Let's find and load our data!

In [None]:
# New data! We will use this dataset from Kaggle: https://www.kaggle.com/akiboy96/spotify-dataset
import numpy as np

columns=['danceability','energy','key','loudness','mode','speechiness','acousticness','instrumentalness','liveness','valence','tempo','duration_ms','time_signature','chorus_hit','sections','popularity']
data = np.array(np.genfromtxt('data/spotify_dataset.csv', delimiter=',', skip_header=1, usecols=(2,3,4,5,6,7,8,9,10,11,12,13,14,15,16,17), dtype=float, encoding='utf-8'))  

Let's look at our data!

In [None]:
import pandas as pd

def getSummaryStatistics(data):
    return np.array([data.max(axis=0), data.min(axis=0), data.mean(axis=0), data.var(axis=0)])

def getShapeType(data):
    return (data.shape, data.dtype)

# I want to see it better!
print(pd.DataFrame(getSummaryStatistics(data)))
getShapeType(data)

In [None]:
# let's look at correlations of variables

def getCorrelationsPairwise(data):
    for i in range(len(columns)):
        print(columns[i], np.corrcoef(data[:, 0], data[:, i], rowvar=True)[0,1])
        
getCorrelationsPairwise(data)

In [None]:
import plotly.express as px
import pandas as pd

# which columns do we want to keep for visualization?
columnsToKeep = [0,]
dataSubset = data[np.ix_(np.arange(data.shape[0]), columnsToKeep)]
df = pd.DataFrame(dataSubset, columns=[columns[i] for i in columnsToKeep])

# pair plot
fig = px.scatter_matrix(
    df,
    dimensions=[columns[i] for i in columnsToKeep],
    color="danceability"
)
fig.update_traces(diagonal_visible=False)
fig.show()

# hmm, let's try a scatter plot
# what do we want for x, color and size?
fig = px.scatter(df, x="", y="danceability", color="",
                 size="")
fig.show()

# I mean, there's something there, but it's not at all clear, right??

# Covariance

As we can see from the correlation analysis above, features (variables) in a data set may be related to each other.

The *covariance matrix* of a data set tells us about the first order relationships between different features.
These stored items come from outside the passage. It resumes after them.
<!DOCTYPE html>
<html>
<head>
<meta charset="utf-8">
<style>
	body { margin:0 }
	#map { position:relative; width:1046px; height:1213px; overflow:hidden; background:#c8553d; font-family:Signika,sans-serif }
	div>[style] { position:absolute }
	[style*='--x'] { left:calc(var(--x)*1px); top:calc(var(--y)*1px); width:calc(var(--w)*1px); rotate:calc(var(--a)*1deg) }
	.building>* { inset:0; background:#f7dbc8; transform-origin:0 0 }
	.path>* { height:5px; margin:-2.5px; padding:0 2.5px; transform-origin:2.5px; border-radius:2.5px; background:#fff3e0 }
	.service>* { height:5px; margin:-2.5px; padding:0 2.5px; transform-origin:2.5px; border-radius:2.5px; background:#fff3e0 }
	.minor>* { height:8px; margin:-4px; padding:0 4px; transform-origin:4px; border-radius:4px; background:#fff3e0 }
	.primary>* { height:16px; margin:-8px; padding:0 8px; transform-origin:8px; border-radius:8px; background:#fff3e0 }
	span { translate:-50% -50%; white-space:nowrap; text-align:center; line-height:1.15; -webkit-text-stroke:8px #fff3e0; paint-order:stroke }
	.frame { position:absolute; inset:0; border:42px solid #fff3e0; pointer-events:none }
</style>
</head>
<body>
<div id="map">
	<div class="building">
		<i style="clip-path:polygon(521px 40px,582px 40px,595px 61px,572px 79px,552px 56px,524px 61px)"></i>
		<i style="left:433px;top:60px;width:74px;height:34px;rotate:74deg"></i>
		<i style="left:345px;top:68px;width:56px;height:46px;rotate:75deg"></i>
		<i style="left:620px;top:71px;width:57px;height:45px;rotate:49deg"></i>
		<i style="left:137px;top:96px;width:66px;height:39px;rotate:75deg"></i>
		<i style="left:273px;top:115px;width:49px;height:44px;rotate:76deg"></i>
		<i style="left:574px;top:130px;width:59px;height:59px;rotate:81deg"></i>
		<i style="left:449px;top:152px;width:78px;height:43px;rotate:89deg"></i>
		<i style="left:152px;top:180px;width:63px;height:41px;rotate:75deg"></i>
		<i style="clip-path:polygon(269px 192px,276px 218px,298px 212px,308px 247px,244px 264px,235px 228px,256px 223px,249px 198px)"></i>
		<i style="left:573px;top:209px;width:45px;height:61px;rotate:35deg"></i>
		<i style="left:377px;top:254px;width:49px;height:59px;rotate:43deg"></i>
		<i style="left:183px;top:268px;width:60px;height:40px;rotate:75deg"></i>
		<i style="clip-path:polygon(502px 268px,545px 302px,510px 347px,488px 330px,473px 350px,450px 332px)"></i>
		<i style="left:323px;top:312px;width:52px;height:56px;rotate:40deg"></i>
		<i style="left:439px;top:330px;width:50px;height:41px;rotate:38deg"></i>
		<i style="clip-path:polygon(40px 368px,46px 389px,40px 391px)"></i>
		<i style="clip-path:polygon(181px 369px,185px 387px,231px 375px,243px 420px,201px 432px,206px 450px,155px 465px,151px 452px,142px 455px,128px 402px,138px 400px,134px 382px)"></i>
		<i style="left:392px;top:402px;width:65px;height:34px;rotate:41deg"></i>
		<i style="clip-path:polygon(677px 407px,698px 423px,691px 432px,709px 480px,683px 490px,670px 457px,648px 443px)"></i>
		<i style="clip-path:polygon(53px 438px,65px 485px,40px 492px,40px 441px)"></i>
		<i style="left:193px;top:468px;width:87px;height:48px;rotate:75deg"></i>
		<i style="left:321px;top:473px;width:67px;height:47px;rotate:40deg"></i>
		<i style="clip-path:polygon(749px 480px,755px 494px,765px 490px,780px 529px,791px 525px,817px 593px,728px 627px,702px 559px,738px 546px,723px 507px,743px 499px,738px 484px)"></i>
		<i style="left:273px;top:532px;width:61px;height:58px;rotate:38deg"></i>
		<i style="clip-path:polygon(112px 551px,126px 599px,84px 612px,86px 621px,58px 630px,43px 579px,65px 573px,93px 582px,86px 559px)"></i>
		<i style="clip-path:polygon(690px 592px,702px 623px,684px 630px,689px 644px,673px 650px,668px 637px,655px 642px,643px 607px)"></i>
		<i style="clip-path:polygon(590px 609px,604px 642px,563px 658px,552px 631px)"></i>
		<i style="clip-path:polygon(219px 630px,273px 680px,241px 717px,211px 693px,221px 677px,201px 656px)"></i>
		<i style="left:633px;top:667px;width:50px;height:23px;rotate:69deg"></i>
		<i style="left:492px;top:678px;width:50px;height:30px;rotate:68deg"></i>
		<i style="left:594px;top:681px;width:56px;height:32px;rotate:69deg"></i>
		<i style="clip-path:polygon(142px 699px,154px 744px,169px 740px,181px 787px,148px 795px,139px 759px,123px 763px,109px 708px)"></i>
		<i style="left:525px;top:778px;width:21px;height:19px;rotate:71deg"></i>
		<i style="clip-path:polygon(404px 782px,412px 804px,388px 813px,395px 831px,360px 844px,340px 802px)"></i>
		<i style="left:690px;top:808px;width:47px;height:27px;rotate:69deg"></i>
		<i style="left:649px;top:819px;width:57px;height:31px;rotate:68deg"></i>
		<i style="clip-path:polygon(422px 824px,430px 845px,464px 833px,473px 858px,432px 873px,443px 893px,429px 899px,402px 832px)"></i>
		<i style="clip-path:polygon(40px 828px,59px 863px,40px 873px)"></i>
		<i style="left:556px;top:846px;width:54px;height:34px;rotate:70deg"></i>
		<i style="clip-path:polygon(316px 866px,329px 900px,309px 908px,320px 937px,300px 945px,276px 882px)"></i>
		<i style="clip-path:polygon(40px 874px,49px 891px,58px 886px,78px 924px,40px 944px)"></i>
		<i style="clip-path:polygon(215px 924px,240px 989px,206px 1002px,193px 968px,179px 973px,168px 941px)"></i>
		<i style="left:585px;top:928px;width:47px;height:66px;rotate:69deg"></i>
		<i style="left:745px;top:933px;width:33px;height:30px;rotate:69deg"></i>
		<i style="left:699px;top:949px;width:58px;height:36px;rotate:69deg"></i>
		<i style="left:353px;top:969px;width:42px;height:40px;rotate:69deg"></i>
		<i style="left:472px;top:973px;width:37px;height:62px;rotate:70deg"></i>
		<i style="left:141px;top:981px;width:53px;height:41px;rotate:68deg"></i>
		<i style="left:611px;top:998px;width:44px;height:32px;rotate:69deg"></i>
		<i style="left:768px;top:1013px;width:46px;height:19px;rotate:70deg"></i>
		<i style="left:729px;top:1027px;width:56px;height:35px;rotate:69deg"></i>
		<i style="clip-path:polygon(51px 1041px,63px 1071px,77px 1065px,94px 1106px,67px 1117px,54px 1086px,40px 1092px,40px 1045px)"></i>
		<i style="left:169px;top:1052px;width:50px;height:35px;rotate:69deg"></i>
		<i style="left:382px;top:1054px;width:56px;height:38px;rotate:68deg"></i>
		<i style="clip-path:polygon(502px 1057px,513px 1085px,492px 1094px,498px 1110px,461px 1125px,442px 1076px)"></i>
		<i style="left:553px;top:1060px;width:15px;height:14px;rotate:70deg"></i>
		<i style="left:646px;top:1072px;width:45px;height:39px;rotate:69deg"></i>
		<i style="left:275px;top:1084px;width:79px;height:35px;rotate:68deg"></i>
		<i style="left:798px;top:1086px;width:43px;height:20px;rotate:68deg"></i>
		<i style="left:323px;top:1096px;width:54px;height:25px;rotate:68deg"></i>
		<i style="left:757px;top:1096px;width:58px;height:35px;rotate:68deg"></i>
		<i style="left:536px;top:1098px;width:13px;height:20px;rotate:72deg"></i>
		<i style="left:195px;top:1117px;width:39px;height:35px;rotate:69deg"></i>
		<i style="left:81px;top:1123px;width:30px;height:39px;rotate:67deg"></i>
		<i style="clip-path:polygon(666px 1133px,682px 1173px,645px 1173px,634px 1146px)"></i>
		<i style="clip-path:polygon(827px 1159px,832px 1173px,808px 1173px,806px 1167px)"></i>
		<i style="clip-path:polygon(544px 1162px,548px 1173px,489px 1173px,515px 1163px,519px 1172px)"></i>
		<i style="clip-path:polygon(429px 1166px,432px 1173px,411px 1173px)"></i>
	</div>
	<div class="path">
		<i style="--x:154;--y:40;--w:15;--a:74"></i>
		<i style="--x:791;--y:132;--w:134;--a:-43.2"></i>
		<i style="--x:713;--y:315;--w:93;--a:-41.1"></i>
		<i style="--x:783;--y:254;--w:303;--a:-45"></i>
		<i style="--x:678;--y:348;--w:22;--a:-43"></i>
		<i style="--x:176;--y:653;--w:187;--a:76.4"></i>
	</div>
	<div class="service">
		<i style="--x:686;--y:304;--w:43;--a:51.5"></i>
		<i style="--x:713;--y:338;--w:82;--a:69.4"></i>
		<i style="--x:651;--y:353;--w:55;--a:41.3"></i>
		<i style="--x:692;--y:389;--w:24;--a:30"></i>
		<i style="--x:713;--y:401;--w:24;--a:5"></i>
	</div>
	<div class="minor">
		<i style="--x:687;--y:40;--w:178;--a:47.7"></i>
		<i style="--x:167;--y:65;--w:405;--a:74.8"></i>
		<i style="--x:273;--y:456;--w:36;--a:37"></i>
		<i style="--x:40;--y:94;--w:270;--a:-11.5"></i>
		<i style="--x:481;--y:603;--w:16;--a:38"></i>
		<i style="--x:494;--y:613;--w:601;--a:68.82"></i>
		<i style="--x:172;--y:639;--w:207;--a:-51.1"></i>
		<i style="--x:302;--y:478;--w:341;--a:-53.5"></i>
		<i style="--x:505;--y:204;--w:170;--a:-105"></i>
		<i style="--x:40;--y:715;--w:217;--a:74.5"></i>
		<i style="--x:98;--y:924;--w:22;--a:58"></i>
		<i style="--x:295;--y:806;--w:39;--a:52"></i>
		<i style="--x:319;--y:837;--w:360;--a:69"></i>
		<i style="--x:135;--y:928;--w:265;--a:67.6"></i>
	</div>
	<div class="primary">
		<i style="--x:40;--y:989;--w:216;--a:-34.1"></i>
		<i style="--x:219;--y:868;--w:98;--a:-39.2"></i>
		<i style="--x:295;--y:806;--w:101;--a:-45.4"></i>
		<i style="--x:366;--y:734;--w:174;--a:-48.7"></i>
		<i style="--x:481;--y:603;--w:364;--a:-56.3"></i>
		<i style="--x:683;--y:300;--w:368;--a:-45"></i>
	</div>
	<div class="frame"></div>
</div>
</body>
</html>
If $A$ is the matrix corresponding to our data set of $N$ data points for each of which we have $M$ features, and $\bar{A_i}$ is the mean of the $i$th feature, then covariance matrix $C$ is:
    $$C_{i,j} = \sum_{k=1}^N \frac{(A_{k,i} - \bar{A_i})(A_{k,j} - \bar{A_j})}{N-1}$$
    
The covariance matrix has the variance of each feature along its diagonal, and the remaining entries are the *covariances* of pairs of features, ie how much they vary together. If they vary together, then they are related to each other - some information is shared between them.

Questions:
* If the covariance is close to 0, then what is true of the pair of features?
* If the covariance is big, then what is true of the pair of features?
* Correlations can be positive or negative; what about covariances?

We can calculate covariance using matrix multiplication:
* First, center the data: $A_c = A - \bar{A}$
* Then, calculate $C$: $C = \frac{1}{N-1} A_c^TA_c$

Let's look at some toy examples (h/t Stephanie Taylor!)

These two variables co-vary.

In [None]:
A = np.array([[1,2,3,0], [1.1, 2.1, 3, 0.5]]).T
fig = px.scatter(pd.DataFrame(A, columns=['X', 'Y']), x="X", y="Y")
fig.show()

# First, center the data

# Then, calculate C

# What do we observe about the variance of X? of Y? What about the covariance?

This is just like before by the values of $Y$ are now negative.

In [None]:
A = np.array([[1,2,3,0], [-1.1, -2.1, -3, -0.5]]).T
fig = px.scatter(pd.DataFrame(A, columns=['X', 'Y']), x="X", y="Y")
fig.show()

# First, center the data

# Then, calculate C

# What do we observe about the variance of X? of Y? What about the covariance?

The values of $X$ and $Y$ are now random.

In [None]:
A = np.array([np.random.standard_normal(4), np.random.standard_normal(4)]).T
fig = px.scatter(pd.DataFrame(A, columns=['X', 'Y']), x="X", y="Y")
fig.show()

# First, center the data

# Then, calculate C

# What do we observe about the variance of X? of Y? What about the covariance?

Okay, now let's try this on our data!

In [None]:
# Let's start with just a subset of our data
A = dataSubset

# First, center the data

# Then, calculate C

# I want to see it better!
print(pd.DataFrame(C))

# What do we observe about the variance of X? of Y? What about the covariance?